En una de las medidas más polémicas de toda su administración, el gobierno de Mauricio Macri tomó una decisión que – en la práctica – implicaba una baja significativa en la cantidad de pensiones por discapacidad. Si bien finalmente se dejó sin efecto la aplicación de un decreto de la década de los 90 que llevaba a esa consecuencia, la intención política quedó latente.
¿Por qué sucedió esto? El gobierno utilizó dos argumentos. El primero tiene que ver con que las pensiones aumentaron de 180.000 a alrededor de 2.000.000 durante el kirchnerismo. Esa tasa de crecimiento no se explica sin una catástrofe. Además, se encontraron pueblos en los que más del 70% de la población cobraba una pensión por discapacidad. La idea de terminar con esa asignación de recursos discrecional y poco transparente tiene sentido. Nadie se opondría a quitarle ese dinero a quien no cumple las condiciones mínimas para recibirlo. Eso no es un recorte: tiene que ver con hacer un uso más eficiente del dinero de todos.
Sin embargo, el segundo argumento fue el problemático.
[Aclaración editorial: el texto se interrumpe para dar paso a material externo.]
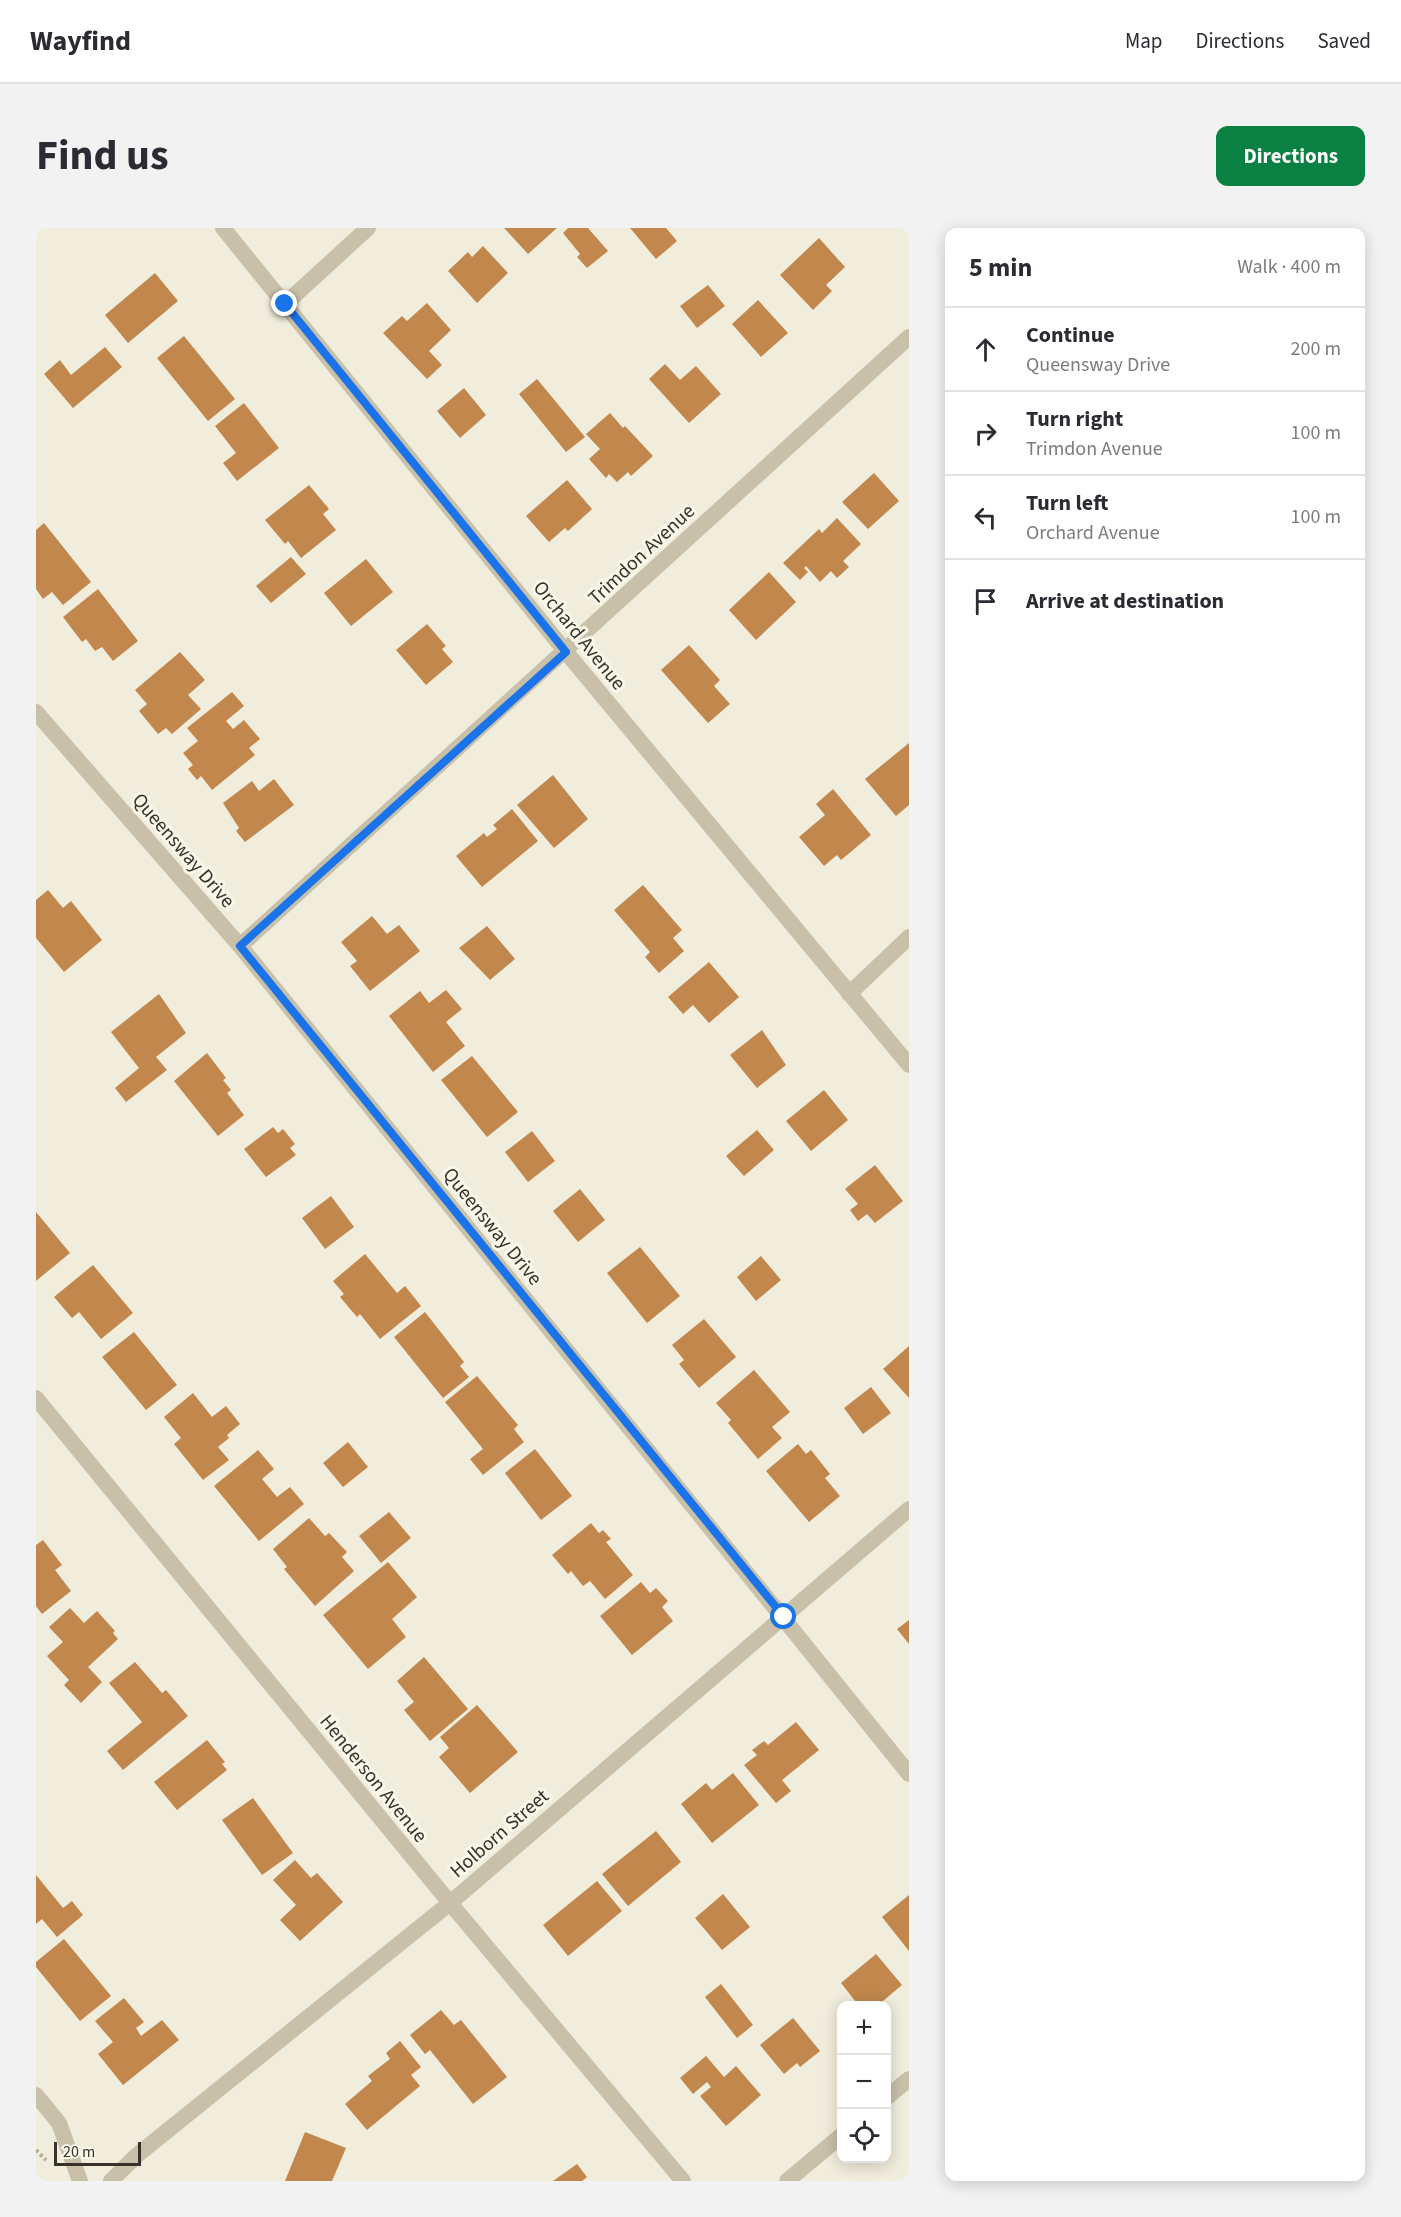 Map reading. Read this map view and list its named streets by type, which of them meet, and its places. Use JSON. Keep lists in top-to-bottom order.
{
  "streets": {
    "street": [
      "Trimdon Avenue",
      "Orchard Avenue",
      "Queensway Drive",
      "Henderson Avenue",
      "Holborn Street"
    ]
  },
  "crossings": [
    ["Trimdon Avenue", "Orchard Avenue"],
    ["Trimdon Avenue", "Queensway Drive"],
    ["Queensway Drive", "Holborn Street"],
    ["Henderson Avenue", "Holborn Street"]
  ],
  "scale_bar": "20 m",
  "page": {
    "header": "Wayfind",
    "nav": ["Map", "Directions", "Saved"],
    "title": "Find us",
    "buttons": "Directions",
    "heading": ["5 min", "Walk · 400 m"],
    "list": [
      ["Continue", "Queensway Drive", "200 m"],
      ["Turn right", "Trimdon Avenue", "100 m"],
      ["Turn left", "Orchard Avenue", "100 m"],
      "Arrive at destination"
    ],
    "map_buttons": ["+", "−"],
    "scale": "20 m"
  }
}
El gobierno echó mano al decreto 432/97 (del ex presidente Carlos Menem), que endurece los criterios para el otorgamiento de la pensión. Esta norma nunca se derogó, aunque en la práctica no se aplicaba. Puntualmente, sostiene que no puede recibir la pensión aquel discapacitado que tenga un bien a su nombre (por ejemplo, un auto), que cobre una pensión o jubilación (aunque sea la mínima) o cuyo tutor responsable perciba un ingreso equivalente a tres jubilaciones mínimas.
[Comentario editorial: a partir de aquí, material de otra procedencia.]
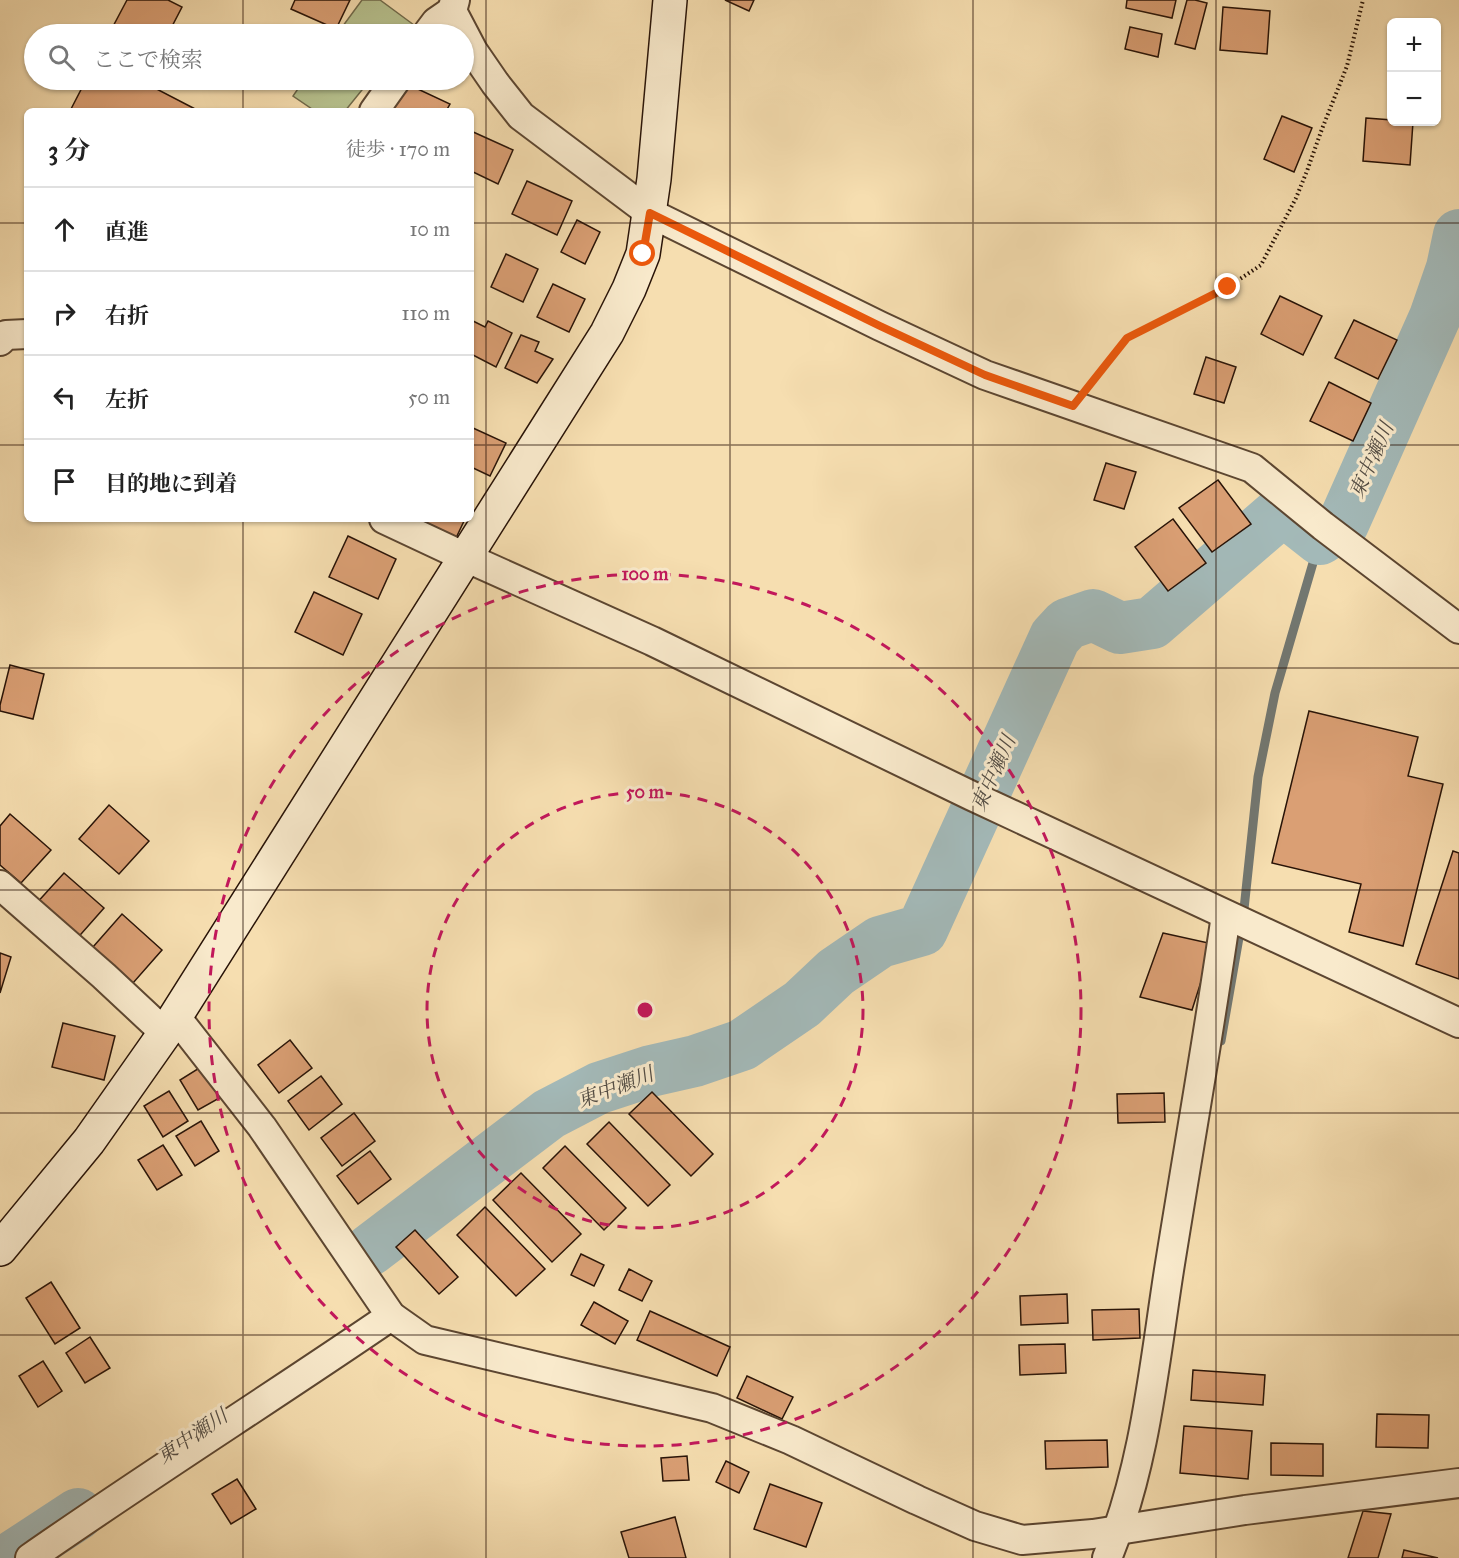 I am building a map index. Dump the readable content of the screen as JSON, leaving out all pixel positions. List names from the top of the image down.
{
  "water": ["東中瀬川"],
  "page": {
    "map_buttons": ["+", "−"],
    "search": "ここで検索",
    "heading": ["3 分", "徒歩 · 170 m"],
    "list": [
      ["直進", "10 m"],
      ["右折", "110 m"],
      ["左折", "50 m"],
      "目的地に到着"
    ]
  },
  "rings": ["100 m", "50 m"]
}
La presión social, con marchas incluidas, fue muy grande, y por lo tanto esta última medida se volvió atrás. Sin embargo, es importante analizar lo burdo de la intención en dos sentidos: el político y el económico. Políticamente, el gobierno debía tener clarísimo que iba a pagar costos por esto. Dicho esto, hay tres razones por las cuales puede haberlo hecho: o sus integrantes perdieron toda sensibilidad política (y por lo tanto no se dieron cuenta de que la medida era costosa), o no les importa ganar la elección (lo cual es imposible, puesto que de eso depende la expansión de su poder político) o creen que ganan de todos modos.
Esto último es lo más probable, y tiene que ver con el hecho de que cada partido responde – en términos muy generales – a un votante con preferencias ideológicas que guardan cierta similitud. A su vez, éstas son diferentes a las de otros partidos. Es muy posible que el PRO haya pensado que una medida por el estilo no iba a restarle votos porque a sus simpatizantes los preocupan otros temas. Dada la reacción de la sociedad, ese no parece haber sido un supuesto razonable. Inclusive votantes de Cambiemos se mostraron indignados con la decisión.
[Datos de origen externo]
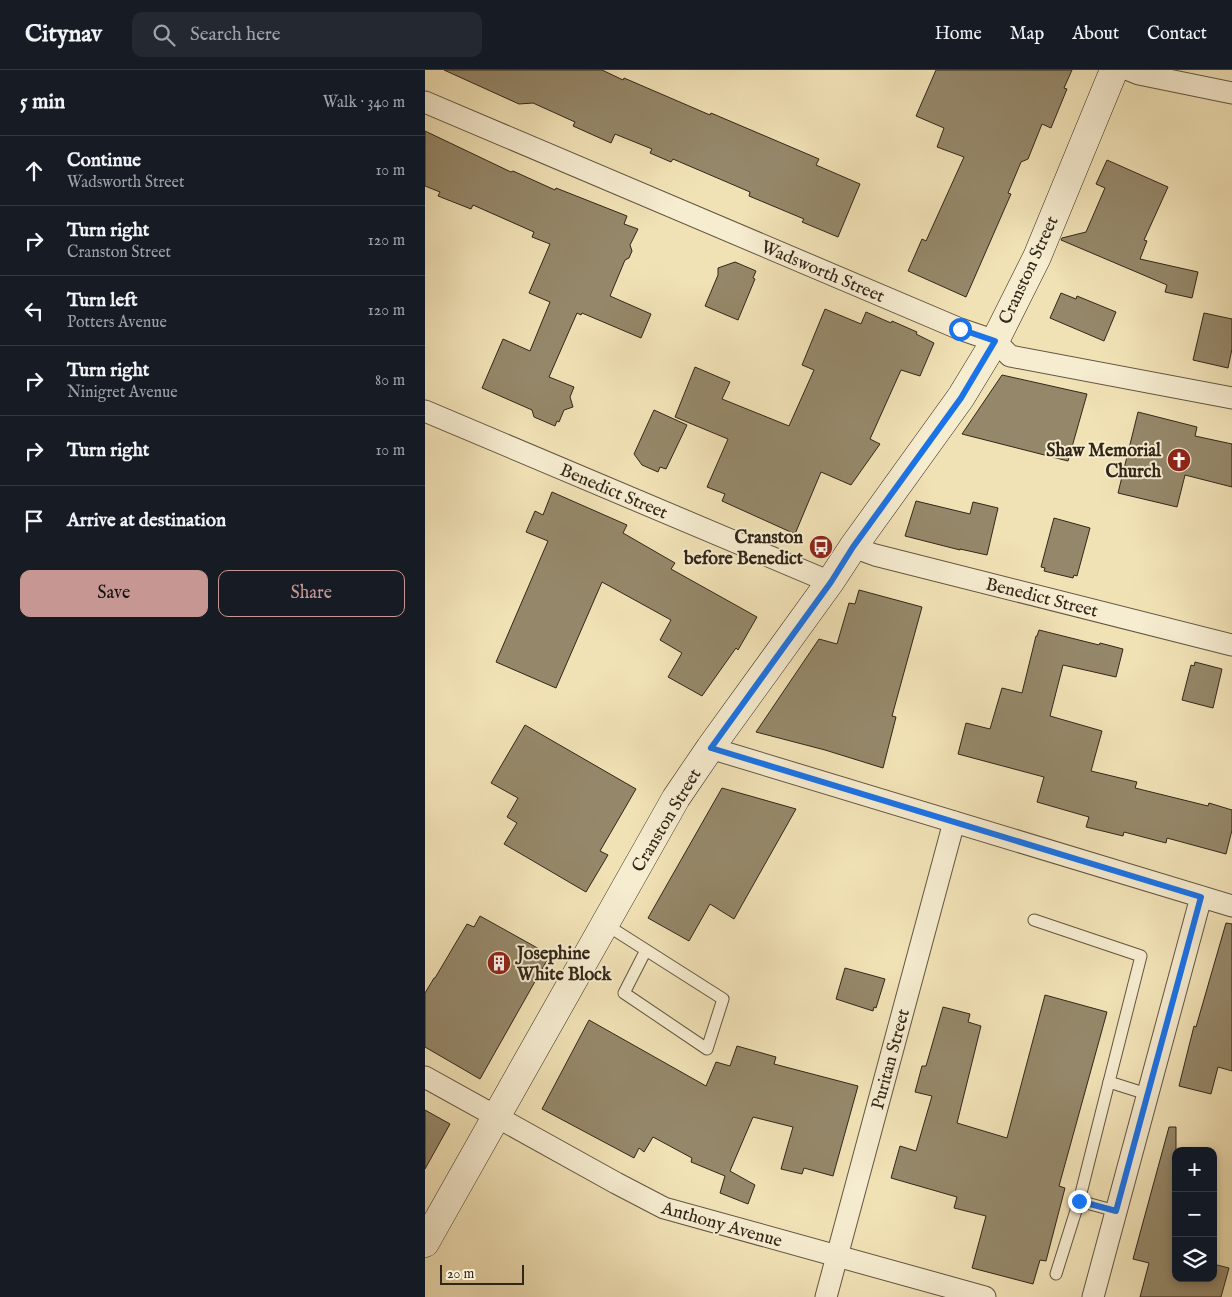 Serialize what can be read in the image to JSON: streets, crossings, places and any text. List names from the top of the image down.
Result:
{
  "streets": {
    "main road": ["Cranston Street"],
    "street": [
      "Wadsworth Street",
      "Benedict Street",
      "Puritan Street",
      "Anthony Avenue"
    ]
  },
  "crossings": [
    ["Cranston Street", "Wadsworth Street"],
    ["Cranston Street", "Benedict Street"],
    ["Cranston Street", "Anthony Avenue"],
    ["Puritan Street", "Anthony Avenue"]
  ],
  "places": {
    "church": ["Shaw Memorial Church"],
    "bus stop": ["Cranston before Benedict"],
    "building": ["Josephine White Block"]
  },
  "scale_bar": "20 m",
  "page": {
    "header": "Citynav",
    "search": "Search here",
    "nav": [
      "Home",
      "Map",
      "About",
      "Contact"
    ],
    "heading": ["5 min", "Walk · 340 m"],
    "list": [
      ["Continue", "Wadsworth Street", "10 m"],
      ["Turn right", "Cranston Street", "120 m"],
      ["Turn left", "Potters Avenue", "120 m"],
      ["Turn right", "Ninigret Avenue", "80 m"],
      ["Turn right", "10 m"],
      "Arrive at destination"
    ],
    "buttons": ["Save", "Share"],
    "map_buttons": ["+", "−"],
    "scale": "20 m"
  }
}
En términos económicos, es cierto que es necesario bajar el déficit fiscal y hacer más eficiente el gasto público. Por eso es importante que dejen de entregarse las pensiones que se otorgaron a personas perfectamente sanas. Sin embargo, el ahorro generado por el cambio de criterios es marginal, lo cual quiere decir que prácticamente no impacta en el déficit. Allí pegó mucho más, por ejemplo, la quita de retenciones a las mineras o a la soja. Esa medida puede ser justificada desde el punto de vista del estímulo a la actividad en una economía estancada. Sin embargo, el rol del Estado no puede ser solo canalizar el crecimiento, sino también asegurarse de que todos los habitantes del país (especialmente los más postergados) disfruten de sus virtudes.
En esta lógica, sacarle recursos a estos últimos argumentando necesidad de reducir el déficit fiscal no es factible si al mismo tiempo se reducen impuestos a corporaciones gigantes. Si el gobierno considera que su rol es solo canalizar el crecimiento y no distribuir sus frutos, entonces sería importante para todos que sincere sus prioridades. En cualquier caso, la medida no fue razonable en términos electorales ni en términos económicos y quedó clara la importancia del consenso en la opinión pública para evitar este tipo de recortes.